Collected data

Content starts

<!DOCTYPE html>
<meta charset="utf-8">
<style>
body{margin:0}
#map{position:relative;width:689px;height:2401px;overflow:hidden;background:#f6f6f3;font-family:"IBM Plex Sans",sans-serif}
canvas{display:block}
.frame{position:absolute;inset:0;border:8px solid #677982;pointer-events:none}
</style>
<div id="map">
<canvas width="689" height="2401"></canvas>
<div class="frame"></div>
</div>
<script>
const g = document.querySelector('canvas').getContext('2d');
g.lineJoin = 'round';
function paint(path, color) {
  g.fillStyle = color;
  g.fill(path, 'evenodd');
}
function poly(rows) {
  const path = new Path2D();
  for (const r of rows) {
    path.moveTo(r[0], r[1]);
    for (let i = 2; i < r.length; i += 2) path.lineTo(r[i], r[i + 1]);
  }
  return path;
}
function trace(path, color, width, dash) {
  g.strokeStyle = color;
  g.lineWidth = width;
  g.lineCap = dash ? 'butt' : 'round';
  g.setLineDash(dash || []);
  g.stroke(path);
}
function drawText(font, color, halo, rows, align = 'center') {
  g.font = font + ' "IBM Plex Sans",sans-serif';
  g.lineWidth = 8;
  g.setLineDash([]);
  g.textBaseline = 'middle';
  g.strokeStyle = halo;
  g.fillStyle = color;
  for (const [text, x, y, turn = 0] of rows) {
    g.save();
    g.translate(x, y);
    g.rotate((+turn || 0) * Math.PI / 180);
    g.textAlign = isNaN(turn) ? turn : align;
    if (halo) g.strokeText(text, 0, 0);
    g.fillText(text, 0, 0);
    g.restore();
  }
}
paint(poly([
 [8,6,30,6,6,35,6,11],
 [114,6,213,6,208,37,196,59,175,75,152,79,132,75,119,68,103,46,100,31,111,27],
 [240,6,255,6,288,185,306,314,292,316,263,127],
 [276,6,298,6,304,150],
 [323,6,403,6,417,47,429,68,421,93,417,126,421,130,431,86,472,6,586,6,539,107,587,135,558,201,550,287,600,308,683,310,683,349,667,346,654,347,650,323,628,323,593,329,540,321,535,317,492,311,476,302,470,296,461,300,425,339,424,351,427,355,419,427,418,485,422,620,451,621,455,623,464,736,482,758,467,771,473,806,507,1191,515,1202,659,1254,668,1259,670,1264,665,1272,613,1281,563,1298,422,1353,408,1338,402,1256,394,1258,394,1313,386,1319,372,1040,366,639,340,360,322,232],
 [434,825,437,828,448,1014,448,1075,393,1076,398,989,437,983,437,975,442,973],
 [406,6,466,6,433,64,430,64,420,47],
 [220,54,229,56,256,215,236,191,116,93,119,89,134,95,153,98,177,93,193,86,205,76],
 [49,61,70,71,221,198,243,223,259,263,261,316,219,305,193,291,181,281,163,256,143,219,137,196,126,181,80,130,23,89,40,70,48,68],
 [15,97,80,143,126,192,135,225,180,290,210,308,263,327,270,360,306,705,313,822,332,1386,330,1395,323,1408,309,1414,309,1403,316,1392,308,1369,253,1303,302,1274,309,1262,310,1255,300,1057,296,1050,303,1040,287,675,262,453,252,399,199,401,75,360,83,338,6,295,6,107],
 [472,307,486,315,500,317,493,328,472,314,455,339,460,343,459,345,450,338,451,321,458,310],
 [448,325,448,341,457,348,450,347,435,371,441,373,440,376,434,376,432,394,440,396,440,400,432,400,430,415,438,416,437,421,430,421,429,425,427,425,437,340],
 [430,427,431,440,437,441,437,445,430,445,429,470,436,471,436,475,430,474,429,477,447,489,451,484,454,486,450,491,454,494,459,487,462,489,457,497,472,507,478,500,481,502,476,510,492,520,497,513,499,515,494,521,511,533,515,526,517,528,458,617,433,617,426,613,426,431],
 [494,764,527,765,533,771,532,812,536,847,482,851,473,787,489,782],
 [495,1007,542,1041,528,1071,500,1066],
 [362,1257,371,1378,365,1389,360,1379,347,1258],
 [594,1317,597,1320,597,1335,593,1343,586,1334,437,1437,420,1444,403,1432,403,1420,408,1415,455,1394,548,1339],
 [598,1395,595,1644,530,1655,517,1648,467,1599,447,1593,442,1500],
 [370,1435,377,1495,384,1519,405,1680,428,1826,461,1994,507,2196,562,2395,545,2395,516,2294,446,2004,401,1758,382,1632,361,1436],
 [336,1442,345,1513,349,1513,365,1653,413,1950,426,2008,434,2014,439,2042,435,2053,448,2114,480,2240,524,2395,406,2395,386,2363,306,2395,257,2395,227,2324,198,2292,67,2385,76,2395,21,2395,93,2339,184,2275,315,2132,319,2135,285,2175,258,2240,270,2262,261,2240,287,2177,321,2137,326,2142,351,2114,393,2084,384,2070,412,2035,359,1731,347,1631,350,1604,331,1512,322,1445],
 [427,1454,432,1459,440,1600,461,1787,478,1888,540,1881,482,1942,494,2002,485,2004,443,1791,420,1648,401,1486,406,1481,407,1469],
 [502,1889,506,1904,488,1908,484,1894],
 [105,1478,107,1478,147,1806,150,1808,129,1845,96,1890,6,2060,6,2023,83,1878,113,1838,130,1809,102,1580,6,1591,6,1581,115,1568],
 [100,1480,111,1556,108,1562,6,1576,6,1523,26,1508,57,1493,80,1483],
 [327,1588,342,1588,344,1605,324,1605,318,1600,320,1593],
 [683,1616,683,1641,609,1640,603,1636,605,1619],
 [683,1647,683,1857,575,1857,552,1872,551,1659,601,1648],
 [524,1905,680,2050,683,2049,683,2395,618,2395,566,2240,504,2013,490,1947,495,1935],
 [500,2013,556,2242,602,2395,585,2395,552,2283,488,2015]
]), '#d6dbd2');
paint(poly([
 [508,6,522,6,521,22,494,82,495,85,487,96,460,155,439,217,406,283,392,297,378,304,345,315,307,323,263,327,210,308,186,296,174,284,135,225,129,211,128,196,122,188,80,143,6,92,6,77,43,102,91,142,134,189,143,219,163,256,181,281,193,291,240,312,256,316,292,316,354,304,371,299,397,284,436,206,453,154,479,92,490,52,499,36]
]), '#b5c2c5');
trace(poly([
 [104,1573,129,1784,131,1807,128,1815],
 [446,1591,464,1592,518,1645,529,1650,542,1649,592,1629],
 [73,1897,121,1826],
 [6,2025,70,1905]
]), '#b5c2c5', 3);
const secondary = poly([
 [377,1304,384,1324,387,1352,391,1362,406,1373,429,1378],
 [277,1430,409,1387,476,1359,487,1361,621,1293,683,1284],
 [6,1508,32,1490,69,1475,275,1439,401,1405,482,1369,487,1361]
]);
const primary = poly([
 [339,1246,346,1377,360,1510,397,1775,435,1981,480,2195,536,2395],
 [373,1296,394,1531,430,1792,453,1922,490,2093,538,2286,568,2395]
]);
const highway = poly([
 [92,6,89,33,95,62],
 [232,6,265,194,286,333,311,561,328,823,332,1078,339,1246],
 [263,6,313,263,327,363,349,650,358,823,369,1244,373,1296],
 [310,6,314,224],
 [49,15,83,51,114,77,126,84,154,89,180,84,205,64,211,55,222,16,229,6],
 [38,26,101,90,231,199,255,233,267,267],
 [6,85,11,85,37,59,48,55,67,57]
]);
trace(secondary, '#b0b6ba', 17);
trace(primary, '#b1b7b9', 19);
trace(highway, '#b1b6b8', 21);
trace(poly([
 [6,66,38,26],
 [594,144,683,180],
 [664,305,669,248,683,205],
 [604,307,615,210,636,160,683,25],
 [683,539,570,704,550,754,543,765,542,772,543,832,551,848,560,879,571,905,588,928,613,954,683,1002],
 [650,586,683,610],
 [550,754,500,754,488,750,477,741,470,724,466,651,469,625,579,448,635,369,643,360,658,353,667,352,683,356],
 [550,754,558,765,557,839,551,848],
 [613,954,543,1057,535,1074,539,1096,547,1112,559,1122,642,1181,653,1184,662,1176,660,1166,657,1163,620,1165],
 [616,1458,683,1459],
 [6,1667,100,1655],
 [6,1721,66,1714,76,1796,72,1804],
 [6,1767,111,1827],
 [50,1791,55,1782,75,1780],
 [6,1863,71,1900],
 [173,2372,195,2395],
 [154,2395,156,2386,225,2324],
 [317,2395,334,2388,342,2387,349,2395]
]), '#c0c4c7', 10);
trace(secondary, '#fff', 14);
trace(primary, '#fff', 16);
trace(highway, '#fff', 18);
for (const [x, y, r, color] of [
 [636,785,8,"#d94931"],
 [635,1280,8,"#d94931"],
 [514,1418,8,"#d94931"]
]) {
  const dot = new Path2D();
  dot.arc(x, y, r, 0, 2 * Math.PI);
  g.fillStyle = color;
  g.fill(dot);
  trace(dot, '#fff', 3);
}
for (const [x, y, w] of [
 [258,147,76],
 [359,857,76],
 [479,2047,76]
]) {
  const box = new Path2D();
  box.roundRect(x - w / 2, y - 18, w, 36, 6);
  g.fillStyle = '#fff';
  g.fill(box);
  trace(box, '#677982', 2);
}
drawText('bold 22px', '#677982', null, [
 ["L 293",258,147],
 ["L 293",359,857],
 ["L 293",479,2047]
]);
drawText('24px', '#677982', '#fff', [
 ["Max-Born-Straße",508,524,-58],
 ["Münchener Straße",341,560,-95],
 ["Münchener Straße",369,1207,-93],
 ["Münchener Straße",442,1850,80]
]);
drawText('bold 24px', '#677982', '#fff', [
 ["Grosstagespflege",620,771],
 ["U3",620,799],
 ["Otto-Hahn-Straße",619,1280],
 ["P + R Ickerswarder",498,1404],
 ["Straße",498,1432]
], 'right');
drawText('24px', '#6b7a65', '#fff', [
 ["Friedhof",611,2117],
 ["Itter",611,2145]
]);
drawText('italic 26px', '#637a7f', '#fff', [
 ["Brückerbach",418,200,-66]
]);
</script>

Content ends

Your assignment
Copy out every line of the data in which the word "function" is found.

Task answer
function paint(path, color) {
function poly(rows) {
function trace(path, color, width, dash) {
function drawText(font, color, halo, rows, align = 'center') {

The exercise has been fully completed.